**Data listing**

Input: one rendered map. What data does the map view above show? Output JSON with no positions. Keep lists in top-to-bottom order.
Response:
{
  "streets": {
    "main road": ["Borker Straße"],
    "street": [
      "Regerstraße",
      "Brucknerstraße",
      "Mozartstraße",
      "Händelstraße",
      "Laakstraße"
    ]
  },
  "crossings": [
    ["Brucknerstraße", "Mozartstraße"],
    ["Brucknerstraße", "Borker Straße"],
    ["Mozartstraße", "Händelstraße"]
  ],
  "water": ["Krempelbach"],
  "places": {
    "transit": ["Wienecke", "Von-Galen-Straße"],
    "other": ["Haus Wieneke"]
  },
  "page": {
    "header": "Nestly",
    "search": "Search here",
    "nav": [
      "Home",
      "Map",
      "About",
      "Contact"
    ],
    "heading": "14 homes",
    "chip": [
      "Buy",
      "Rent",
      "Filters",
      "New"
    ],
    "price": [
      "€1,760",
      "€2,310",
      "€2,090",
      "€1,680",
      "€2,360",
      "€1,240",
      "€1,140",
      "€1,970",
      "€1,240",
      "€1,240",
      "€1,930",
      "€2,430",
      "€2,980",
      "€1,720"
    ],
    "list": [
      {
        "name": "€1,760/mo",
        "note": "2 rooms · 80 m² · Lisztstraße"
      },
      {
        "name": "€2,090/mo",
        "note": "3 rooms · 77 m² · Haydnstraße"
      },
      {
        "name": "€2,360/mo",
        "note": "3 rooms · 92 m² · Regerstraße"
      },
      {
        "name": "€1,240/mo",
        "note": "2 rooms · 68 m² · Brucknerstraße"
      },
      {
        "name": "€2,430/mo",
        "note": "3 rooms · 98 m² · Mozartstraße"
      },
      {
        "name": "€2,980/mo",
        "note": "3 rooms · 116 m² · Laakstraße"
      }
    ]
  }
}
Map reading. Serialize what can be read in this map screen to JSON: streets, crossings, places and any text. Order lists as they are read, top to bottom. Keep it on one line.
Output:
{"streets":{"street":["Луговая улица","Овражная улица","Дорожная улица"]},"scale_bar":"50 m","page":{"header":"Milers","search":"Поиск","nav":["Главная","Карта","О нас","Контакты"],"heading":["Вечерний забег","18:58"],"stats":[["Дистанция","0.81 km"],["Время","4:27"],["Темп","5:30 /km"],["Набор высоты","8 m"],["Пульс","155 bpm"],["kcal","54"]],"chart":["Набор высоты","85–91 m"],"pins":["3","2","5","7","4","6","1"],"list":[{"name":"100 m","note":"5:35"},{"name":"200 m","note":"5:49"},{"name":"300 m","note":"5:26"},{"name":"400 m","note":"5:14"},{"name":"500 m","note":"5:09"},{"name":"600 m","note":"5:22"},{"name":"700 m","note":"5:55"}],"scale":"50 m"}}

**Task to carry out**
Using the material above, state how many lines include the string "Mozartstraße". Answer with a single number.

**Final answer**
4